Уинтроп взял со своего стола папку и протянул Гарри.
— Прочтите. Это досье принца.
Гарри взял папку и начал вставать, но Уинтроп остановил его:
— Оно не должно покидать стен кабинета.
Гарри замер. Ужасно раздражающее, чрезмерно резкое действие, которое человек производит, получив неожиданный приказ остановиться. Он снова сел, открыл папку, достал оттуда четыре листочка и начал читать.
Принц Алексей Иванович Гомаровский, сын Ивана Александровича Гомаровского, внук Александра Павловича Гомаровского, и так далее, и так далее, холост, не помолвлен. Приехал в Лондон с визитом к послу, который приходится ему шестиюродным братом.
— Они там все родственники, — процедил Гарри. — Черт, он наверняка и мой родственник тоже.
— Прошу прощения?
Гарри бегло взглянул на Уинтропа.
— Извините.
Путешествует со свитой, состоящей из девяти человек, в том числе сногсшибательно мощного и грозного телохранителя. Любит водку (а как же!), английский чай (как прогрессивно с его стороны!) и оперу.
Гарри читал и кивал. Возможно, все не так уж плохо. Он и сам любит оперу, но никак не может найти время, чтобы туда выбратсься. А теперь он просто обязан ее посещать. Отлично.
Он перевернул страницу и взял в руки карандашный портрет принца.
— Он здесь похож?
— Не очень, — признал Уинтроп.
Гарри вернул рисунок назад. И зачем только время тратили? Он продолжил чтение, по кусочкам впитывая биографию принца. Отец его умер в возрасте шестидесяти трех лет от сердечного приступа. Подозрений на отравление не было. Его мать до сих пор в добром здравии и живет то в Петербурге, то в фамильном имении в Нижнем Новгороде.

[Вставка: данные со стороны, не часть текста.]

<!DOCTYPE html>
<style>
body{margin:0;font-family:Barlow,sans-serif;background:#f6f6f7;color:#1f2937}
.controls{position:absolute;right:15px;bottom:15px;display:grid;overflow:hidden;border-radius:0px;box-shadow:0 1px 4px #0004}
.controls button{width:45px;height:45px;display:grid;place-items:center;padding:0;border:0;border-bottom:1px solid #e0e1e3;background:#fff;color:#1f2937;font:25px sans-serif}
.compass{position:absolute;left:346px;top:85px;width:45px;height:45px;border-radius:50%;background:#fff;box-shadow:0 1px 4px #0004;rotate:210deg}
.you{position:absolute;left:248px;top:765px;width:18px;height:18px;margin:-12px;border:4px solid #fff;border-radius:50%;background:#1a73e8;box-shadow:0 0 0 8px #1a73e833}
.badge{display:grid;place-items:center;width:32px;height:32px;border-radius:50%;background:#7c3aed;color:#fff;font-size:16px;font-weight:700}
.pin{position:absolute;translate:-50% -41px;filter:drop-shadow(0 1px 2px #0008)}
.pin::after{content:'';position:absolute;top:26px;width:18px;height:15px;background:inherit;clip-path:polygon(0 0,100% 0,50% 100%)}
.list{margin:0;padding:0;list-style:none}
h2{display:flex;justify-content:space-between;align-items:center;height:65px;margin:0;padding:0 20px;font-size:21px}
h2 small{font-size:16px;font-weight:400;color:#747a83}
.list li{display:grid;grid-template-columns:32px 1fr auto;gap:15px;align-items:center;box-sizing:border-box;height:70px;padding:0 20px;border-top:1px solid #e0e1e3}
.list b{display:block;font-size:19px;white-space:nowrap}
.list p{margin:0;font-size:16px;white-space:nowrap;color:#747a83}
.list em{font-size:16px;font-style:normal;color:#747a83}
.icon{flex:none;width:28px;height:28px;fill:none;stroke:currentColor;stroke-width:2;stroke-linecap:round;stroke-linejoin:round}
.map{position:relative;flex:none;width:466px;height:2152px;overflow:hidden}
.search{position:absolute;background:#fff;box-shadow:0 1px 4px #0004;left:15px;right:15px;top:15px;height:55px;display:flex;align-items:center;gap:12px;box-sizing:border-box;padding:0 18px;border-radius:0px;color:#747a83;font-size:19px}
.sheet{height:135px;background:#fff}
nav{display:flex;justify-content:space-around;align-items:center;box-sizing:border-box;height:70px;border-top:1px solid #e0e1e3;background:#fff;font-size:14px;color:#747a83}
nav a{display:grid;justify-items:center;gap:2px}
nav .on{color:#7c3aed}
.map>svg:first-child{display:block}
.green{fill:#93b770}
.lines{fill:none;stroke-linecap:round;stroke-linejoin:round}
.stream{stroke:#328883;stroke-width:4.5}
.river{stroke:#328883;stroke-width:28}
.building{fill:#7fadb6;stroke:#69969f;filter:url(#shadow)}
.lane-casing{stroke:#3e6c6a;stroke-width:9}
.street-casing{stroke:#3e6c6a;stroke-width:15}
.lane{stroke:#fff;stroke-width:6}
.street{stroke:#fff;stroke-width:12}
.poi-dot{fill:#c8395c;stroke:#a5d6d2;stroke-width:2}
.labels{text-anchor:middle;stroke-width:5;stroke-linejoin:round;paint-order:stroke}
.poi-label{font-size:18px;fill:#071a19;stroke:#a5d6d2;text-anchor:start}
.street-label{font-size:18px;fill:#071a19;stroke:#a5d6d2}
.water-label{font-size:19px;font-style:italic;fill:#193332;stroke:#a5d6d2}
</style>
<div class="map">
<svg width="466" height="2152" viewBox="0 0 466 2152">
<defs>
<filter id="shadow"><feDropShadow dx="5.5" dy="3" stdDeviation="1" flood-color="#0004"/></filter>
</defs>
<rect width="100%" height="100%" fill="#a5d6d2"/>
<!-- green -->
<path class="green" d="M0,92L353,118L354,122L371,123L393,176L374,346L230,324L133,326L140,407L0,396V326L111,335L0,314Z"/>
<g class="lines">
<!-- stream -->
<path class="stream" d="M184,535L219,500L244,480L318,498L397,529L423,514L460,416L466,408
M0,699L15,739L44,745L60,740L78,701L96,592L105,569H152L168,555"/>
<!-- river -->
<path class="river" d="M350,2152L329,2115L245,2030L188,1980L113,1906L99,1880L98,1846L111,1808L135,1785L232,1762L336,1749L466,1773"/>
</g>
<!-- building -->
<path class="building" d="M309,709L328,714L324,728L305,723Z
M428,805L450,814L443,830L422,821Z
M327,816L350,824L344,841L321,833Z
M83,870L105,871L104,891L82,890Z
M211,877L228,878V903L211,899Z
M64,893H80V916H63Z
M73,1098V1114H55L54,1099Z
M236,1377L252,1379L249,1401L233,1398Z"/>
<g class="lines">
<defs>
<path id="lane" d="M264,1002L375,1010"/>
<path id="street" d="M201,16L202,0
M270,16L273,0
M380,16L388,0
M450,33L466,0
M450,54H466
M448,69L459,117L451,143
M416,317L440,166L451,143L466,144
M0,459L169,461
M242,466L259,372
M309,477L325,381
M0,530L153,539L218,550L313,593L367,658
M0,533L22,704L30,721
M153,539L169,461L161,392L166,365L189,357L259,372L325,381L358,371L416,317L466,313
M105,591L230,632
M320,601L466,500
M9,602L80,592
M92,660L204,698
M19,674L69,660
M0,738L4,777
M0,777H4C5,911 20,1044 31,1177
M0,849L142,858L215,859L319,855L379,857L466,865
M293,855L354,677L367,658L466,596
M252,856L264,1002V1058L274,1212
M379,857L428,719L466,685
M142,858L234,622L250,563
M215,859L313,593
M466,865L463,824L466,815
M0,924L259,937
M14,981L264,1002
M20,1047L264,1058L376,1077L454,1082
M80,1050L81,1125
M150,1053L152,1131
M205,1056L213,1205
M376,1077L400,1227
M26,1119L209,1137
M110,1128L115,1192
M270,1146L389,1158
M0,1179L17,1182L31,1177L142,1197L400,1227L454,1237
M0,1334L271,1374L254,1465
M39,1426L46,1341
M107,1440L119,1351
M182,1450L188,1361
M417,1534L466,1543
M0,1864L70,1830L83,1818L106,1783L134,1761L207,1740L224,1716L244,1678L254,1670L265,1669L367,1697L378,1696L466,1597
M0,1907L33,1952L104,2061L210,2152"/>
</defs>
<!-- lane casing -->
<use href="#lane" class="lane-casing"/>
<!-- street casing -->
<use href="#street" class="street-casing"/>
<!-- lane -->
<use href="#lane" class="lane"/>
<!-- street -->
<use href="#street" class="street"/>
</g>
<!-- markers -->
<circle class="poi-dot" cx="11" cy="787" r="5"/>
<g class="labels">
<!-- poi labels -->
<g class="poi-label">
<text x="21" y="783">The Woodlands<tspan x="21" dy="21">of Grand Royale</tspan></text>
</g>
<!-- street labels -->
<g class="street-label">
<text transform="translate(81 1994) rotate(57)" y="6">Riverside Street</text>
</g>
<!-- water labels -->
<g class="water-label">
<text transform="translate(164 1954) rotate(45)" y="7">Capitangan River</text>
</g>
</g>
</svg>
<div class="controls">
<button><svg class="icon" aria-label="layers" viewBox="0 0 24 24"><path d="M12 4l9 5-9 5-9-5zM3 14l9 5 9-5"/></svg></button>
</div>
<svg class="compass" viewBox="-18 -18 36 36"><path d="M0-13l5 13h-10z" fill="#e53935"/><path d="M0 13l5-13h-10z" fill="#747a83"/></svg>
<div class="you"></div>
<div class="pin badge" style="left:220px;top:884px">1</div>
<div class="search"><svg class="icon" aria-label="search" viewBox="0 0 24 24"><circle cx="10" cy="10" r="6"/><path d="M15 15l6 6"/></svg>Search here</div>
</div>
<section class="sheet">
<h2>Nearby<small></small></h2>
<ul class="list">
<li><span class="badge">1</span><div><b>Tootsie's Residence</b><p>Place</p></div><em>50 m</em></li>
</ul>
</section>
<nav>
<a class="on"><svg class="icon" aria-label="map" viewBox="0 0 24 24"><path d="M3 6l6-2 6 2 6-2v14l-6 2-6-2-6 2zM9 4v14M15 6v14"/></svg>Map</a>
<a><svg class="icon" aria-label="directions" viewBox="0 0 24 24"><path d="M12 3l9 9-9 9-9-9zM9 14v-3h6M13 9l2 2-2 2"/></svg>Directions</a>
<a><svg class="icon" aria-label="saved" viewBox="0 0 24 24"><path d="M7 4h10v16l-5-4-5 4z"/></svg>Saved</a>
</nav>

Он перешел к последней странице. Принц, похоже, был дамским угодником и особое предпочтение оказывал блондинкам. За две недели пребывания в Лондоне он шесть раз посетил один из самых изысканных борделей. А так же присутствовал на многих светских мероприятиях, возможно, подыскивая себе жену-англичанку. Прошел слух, что его состояние в России сильно уменьшилось, и он, возможно, нуждается в невесте с приличным приданым. Особое внимание принц уделил дочери…
— Ох,
— Что-то не так? — спросил Уинтроп.
Гарри протянул ему листок, хотя Уинтроп все равно не смог бы ничего прочесть через стол.
— Леди Оливия Бевелсток, — произнес он голосом, полным отчаяния и недоверия.
— Да.
И все. Просто «да».
— Я ее знаю.
— Нам это известно.
— Она мне не нравится.
— Мы сожалеем, — Уинтроп откашлялся. — Однако мы вовсе не сожалели, узнав, что Ридланд-хаус находится как раз к северу от вашего нового дома.
Гарри заскрипел зубами.
— Мы ведь не ошиблись, не так ли?
— Нет, — неохотно признал Гарри.
— Отлично. Потому что нам очень важно, чтобы вы также приглядывали и за ней.
Гарри не смог скрыть неудовольствия.
— Для вас это проблематично?
— Конечно, нет, сэр, — ответил Гарри, поскольку они оба понимали, что вопрос был чисто риторическим.
— Мы не подозреваем, что леди Оливия находится с ним в сговоре, но мы считаем, что, принимая во внимание хорошо запротоколированнуые способности принца к соблазнению, она может попасть под его дурное влияние.
— Вы запротоколировали его способности к соблазнению, — повторил Гарри. Он даже представлять себе не хотел, как это могло быть сделано.
И снова неопределенный взмах руки в ответ.
— У нас свои приемы.
Гарри хотел было сказать, что если принцу удастся соблазнить и увезти леди Оливию, то Англия от этого только выиграет, но что-то его остановило. Неуловимая вспышка памяти, возможно, что-то в ее глазах…
Какой бы она ни была, она этого не заслуживает.
— Ее отец — человек с положением…
— В свете ее знают и любят. Если с ней что-нибудь случится, разразится непоправимый скандал…
— Мы не сможем вести наблюдение, если скандал привлечет общественное внимание. — Уинтроп, наконец, остановился. — Вы понимаете, о чем я?
Гарри кивнул. Он, конечно, не считал, что леди Оливия — шпионка, но его любопытство было задето. И потом, если окажется, что он ошибся, он же будет чувствовать себя полным идиотом!
— Миледи.
Оливия оторвалась от письма Миранде. Она как раз раздумывала, рассказывать ли ей о сэре Гарри. Оливия не представляла себе, с кем еще она может (и захочет) этим поделиться, но история, изложенная на бумаге, теряла всякий смысл.
Оливия не была уверена, что эта история вообще имела хоть какой-то смысл.